### TASK DETAILS
Once you have checked the records that follow, state how many of their lines hold "grid", giving the number only.

### DATA PROVIDED
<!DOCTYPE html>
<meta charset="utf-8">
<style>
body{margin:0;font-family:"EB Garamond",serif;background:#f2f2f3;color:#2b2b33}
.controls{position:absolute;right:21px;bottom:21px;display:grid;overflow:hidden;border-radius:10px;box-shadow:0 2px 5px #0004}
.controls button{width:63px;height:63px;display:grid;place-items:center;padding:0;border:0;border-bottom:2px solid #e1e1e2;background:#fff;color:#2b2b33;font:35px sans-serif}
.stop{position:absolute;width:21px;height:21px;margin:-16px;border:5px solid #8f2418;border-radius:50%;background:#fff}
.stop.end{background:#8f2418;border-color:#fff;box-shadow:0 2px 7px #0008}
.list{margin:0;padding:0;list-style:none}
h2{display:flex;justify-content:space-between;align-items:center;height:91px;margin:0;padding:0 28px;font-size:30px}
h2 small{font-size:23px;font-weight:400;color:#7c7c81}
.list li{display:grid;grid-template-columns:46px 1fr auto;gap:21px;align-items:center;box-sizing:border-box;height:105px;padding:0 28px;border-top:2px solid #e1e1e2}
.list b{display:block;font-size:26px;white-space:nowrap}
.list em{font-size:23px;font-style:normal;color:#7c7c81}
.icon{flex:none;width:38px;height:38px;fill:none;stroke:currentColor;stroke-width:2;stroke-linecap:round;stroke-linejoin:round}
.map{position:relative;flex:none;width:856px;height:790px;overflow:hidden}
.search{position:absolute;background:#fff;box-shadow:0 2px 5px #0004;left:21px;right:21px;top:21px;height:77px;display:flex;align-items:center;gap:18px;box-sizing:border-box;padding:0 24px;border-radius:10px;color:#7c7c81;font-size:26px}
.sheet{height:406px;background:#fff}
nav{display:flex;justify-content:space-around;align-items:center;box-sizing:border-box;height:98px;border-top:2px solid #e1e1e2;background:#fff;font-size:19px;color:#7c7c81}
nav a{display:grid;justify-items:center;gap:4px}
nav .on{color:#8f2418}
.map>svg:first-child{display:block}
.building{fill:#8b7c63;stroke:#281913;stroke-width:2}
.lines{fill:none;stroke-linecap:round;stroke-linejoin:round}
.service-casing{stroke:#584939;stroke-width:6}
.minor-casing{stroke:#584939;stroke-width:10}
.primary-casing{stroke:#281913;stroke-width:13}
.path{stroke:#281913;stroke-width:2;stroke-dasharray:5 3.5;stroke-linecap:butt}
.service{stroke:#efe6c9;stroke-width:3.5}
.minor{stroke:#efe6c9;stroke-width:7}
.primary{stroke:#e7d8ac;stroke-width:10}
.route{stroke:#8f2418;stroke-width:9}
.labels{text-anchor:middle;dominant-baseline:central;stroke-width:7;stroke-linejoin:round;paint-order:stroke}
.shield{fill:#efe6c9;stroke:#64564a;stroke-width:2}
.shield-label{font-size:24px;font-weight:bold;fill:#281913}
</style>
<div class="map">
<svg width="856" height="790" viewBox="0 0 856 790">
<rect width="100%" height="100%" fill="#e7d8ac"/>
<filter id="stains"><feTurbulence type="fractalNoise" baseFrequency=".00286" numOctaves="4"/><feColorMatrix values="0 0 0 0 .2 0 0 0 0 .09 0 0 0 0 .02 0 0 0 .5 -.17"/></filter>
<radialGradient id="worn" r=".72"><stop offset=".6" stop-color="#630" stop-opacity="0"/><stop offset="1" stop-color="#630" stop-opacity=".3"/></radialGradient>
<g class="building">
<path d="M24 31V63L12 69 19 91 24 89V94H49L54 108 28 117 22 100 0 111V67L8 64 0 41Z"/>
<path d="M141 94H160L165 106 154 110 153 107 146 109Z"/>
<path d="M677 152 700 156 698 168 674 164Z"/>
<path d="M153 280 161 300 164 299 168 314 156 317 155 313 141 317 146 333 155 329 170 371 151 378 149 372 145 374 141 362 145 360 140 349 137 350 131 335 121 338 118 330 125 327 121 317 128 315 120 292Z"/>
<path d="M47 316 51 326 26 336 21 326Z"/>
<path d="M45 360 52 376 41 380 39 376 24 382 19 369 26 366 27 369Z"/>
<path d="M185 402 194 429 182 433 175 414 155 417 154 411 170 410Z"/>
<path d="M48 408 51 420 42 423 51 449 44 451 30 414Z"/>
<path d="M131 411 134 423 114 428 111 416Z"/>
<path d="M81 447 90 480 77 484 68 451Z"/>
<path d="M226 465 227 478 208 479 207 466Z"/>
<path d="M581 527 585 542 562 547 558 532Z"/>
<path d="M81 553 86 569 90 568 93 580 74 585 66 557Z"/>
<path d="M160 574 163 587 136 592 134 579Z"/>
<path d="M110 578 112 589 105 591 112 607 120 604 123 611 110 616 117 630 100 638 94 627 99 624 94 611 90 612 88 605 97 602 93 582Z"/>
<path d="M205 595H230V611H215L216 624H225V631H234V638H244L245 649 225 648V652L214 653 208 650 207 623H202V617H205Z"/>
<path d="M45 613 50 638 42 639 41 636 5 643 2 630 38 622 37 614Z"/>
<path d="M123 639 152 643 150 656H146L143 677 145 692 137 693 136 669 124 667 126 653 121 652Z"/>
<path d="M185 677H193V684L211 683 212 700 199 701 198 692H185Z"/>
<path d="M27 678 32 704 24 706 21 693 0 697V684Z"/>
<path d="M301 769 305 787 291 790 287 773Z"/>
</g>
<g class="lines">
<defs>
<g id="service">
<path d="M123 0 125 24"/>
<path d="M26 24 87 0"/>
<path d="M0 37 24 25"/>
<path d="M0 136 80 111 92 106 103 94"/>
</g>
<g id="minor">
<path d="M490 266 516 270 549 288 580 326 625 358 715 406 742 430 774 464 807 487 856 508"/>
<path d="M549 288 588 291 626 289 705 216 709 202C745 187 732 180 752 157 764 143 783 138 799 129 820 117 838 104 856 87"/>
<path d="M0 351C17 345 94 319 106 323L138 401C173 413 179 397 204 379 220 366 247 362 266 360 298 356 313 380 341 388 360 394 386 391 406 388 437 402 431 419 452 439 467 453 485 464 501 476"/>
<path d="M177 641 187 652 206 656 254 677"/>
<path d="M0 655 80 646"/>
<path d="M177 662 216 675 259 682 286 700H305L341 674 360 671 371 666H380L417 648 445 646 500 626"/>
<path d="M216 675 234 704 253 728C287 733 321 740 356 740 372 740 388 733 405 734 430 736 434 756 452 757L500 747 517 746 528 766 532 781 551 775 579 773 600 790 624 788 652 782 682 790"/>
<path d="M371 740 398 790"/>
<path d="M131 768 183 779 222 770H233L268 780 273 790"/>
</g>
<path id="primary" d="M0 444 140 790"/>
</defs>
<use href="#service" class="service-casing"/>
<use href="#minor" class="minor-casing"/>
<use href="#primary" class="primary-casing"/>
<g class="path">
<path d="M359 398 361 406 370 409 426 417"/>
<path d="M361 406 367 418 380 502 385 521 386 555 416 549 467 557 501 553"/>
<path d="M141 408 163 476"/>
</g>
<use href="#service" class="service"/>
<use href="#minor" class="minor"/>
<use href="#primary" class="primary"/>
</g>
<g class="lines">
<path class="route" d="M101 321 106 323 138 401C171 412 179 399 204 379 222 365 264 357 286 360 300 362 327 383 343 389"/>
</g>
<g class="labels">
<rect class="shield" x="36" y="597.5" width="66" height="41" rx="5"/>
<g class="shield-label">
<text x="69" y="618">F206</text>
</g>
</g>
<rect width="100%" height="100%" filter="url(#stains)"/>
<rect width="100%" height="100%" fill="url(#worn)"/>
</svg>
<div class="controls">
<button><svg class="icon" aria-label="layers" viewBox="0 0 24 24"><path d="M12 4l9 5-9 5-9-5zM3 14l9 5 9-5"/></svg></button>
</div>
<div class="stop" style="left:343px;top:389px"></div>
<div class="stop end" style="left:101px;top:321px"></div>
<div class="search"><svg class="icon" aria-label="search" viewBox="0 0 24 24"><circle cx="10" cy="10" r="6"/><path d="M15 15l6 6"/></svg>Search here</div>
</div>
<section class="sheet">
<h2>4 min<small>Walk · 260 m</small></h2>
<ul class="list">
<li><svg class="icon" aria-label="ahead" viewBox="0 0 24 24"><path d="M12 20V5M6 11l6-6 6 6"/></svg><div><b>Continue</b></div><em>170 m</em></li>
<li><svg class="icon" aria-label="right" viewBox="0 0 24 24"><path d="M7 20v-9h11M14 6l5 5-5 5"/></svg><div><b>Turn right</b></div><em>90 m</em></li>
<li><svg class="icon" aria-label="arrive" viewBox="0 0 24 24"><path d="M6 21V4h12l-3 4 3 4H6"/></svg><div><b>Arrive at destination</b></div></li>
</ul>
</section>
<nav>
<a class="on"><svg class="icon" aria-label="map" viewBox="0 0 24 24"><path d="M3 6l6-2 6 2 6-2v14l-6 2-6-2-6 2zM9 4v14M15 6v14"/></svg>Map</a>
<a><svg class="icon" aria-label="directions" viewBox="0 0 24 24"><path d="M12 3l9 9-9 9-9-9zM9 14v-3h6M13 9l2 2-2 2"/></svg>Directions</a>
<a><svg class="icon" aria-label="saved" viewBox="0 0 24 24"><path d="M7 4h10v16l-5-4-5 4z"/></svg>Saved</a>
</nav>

### OUTPUT OF THE EXERCISE
4